Spring is bright, brighter, brightening.
Light bursts forth, infiltrates the trees,
	blazes upon the meadows,
	unearths the sprouts,
and forces little buds to come out of hiding,
	pimpling the very bark of the bushes.

Chlorophyll rules in the Spring.


Full Summer is boring, by contrast: Whitest, brightest, Summer, with sky blues never seen in other seasons. Summer is lush stability, Sometimes to the point of fat, lazy, soggy stupor. Things are easy in the Summer, But it is far easier to laze in, or preferably out, of the Sun. Mañana rules in the Summer
Fall is a pastel rainbow Perfect for tackling tasks, starting anew, sloughing off the cloying coil of Summer's wide-awake hibernation. Autumn is invigorating. The leaves cooperate by sketching imaginative, inspiring backgrounds, with daily revisions, then exiting their trees, parting from the stem, with fluttering eye-massages, but always delicate, soft pastels, wise siennas, weary umbers, never intruding with the brash clammor of Spring/Summer shades. Fall falls softly, brown and crisp.

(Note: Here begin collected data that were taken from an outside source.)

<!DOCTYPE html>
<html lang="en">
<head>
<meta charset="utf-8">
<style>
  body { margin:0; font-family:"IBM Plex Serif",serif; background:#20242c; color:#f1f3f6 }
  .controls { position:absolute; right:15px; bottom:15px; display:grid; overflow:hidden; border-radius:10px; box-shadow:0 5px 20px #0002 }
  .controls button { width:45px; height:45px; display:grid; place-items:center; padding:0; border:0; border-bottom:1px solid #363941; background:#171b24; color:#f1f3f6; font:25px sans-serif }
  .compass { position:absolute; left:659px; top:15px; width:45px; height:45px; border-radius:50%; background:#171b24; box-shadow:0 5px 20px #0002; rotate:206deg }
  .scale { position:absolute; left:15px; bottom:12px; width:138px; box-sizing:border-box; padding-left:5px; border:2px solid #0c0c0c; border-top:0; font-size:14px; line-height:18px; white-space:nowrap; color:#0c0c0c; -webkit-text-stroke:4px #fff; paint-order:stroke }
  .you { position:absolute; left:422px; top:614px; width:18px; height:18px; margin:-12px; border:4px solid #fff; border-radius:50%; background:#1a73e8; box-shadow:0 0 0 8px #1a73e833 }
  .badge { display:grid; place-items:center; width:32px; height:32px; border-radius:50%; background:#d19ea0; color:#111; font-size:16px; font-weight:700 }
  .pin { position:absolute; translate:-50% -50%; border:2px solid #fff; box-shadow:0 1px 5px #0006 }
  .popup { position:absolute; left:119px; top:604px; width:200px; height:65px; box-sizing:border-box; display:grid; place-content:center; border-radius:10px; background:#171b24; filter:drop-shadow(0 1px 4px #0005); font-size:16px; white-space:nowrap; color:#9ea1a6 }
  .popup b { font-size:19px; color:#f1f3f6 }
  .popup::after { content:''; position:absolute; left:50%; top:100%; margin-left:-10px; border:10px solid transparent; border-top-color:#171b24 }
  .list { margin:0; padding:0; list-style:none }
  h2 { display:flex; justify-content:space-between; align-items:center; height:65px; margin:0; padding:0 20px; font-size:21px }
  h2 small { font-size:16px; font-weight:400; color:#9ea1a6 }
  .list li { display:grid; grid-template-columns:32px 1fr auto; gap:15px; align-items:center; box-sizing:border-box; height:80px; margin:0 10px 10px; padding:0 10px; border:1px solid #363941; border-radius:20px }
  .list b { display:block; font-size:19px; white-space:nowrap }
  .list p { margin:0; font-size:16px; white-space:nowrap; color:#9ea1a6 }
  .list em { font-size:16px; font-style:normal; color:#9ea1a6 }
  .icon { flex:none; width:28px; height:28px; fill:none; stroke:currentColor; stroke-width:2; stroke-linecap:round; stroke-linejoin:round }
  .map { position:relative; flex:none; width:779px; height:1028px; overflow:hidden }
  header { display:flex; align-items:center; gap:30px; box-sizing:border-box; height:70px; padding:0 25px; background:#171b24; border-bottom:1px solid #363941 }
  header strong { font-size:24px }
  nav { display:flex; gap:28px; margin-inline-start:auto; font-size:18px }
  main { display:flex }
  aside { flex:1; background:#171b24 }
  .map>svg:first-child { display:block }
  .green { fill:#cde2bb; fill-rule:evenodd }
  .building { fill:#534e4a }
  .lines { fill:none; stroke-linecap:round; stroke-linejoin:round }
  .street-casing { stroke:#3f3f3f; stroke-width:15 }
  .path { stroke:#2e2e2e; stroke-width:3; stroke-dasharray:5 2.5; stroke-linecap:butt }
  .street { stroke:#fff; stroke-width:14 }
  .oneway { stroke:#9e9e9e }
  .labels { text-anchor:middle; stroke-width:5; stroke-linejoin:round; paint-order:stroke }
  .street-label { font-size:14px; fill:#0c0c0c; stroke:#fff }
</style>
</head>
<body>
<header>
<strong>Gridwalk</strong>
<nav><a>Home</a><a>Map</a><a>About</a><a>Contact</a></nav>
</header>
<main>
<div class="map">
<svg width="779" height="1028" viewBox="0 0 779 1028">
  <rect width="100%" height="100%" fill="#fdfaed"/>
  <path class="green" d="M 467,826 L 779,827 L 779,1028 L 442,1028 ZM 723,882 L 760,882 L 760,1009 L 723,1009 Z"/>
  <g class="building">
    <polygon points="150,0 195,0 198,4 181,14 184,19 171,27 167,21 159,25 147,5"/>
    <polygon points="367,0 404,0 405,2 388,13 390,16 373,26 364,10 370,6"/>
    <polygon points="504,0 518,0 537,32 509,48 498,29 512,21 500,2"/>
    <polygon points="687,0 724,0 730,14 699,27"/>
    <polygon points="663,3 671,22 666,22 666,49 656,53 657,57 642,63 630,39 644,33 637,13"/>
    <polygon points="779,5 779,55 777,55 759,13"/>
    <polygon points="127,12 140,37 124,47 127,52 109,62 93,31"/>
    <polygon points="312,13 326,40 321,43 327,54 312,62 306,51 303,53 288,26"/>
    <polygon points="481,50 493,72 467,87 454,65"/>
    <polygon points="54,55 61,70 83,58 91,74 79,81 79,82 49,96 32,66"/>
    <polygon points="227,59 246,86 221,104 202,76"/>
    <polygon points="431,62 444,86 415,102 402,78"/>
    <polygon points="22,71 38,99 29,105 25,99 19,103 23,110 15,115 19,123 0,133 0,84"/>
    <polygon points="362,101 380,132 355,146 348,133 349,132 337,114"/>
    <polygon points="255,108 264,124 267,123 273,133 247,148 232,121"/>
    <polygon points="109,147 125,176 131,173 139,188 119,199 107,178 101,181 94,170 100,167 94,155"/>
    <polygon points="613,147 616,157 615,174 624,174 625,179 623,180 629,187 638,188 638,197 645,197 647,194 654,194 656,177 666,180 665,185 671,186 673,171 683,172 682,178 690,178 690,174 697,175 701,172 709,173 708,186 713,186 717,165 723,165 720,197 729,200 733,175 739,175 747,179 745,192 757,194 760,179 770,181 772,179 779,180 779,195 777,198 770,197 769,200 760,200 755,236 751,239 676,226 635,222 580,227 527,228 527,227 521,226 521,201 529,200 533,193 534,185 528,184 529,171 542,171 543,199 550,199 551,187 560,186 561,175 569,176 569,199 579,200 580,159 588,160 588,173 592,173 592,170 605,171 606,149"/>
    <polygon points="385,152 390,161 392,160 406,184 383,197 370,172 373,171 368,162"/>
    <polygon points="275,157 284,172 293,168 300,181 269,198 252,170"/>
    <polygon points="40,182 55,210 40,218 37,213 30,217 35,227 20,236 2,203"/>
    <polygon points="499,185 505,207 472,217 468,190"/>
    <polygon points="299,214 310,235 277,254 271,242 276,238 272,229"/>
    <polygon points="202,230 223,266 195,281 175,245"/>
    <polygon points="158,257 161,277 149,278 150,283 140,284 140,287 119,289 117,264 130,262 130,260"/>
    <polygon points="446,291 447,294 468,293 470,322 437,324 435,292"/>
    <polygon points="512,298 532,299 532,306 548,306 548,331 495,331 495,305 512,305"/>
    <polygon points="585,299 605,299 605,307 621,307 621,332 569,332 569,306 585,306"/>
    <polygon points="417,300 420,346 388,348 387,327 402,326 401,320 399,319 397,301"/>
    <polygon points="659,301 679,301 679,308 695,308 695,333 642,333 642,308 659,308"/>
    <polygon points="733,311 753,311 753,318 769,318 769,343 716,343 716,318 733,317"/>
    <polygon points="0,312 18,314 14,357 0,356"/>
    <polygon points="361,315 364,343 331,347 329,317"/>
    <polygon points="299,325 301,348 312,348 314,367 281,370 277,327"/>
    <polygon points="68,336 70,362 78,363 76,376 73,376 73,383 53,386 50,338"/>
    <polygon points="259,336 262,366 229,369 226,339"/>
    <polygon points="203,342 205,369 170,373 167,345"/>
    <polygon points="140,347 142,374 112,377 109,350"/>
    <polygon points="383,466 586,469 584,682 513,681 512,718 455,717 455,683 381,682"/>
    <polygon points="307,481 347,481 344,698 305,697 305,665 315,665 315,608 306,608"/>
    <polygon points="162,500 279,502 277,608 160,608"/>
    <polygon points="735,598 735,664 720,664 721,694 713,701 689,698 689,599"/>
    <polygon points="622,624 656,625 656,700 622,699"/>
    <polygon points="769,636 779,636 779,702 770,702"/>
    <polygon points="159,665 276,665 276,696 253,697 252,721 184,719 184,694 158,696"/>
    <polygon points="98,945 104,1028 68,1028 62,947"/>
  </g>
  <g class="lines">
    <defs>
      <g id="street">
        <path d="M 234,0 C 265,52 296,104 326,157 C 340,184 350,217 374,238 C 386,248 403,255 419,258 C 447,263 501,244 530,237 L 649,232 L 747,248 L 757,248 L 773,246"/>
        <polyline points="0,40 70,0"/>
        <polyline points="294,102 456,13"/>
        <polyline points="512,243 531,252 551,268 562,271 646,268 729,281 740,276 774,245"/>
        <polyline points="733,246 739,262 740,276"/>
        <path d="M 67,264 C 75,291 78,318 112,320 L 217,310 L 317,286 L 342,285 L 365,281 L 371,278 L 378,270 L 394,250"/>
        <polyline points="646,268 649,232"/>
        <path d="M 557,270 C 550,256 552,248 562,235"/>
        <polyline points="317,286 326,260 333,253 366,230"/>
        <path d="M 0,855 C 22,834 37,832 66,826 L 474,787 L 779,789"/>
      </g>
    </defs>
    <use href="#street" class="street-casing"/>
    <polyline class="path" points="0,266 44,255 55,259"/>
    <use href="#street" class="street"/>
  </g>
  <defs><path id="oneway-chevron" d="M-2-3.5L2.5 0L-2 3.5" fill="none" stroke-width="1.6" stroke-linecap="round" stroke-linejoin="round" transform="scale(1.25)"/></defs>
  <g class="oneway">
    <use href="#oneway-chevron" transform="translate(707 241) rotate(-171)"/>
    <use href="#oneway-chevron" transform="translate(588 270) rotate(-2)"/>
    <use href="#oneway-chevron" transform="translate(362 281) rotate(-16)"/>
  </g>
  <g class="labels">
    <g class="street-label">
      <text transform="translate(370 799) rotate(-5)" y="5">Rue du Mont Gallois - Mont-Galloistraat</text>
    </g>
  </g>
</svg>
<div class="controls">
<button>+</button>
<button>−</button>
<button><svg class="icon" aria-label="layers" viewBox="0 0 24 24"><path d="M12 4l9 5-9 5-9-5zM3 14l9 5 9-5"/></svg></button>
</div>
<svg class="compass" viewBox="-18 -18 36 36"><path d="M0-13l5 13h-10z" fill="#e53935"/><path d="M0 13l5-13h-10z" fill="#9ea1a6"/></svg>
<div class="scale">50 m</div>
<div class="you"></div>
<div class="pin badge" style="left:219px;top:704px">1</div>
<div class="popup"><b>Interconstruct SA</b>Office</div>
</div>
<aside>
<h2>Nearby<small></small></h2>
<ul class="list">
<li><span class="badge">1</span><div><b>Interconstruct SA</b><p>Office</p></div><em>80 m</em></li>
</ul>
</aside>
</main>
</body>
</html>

Then comes Winter to end the cycle. Nature withdraws, and the stage is set for a lively but inanimate world. Spectacular snow, as white and bright as Summer light, but illuminating only the serenity of the cold. The black heart of winter masquerades beneath the glare.
There is but one flaw in the color scheme. With the dazzling dying of warmth and growth, the frigidity of Winter, is heralded by the panoply of Autumn's fading rainbow, the leaves descend reluctantly and hesitantly, but land they must, covering the graying grass with a sea of brown. Why don't leaves turn gray?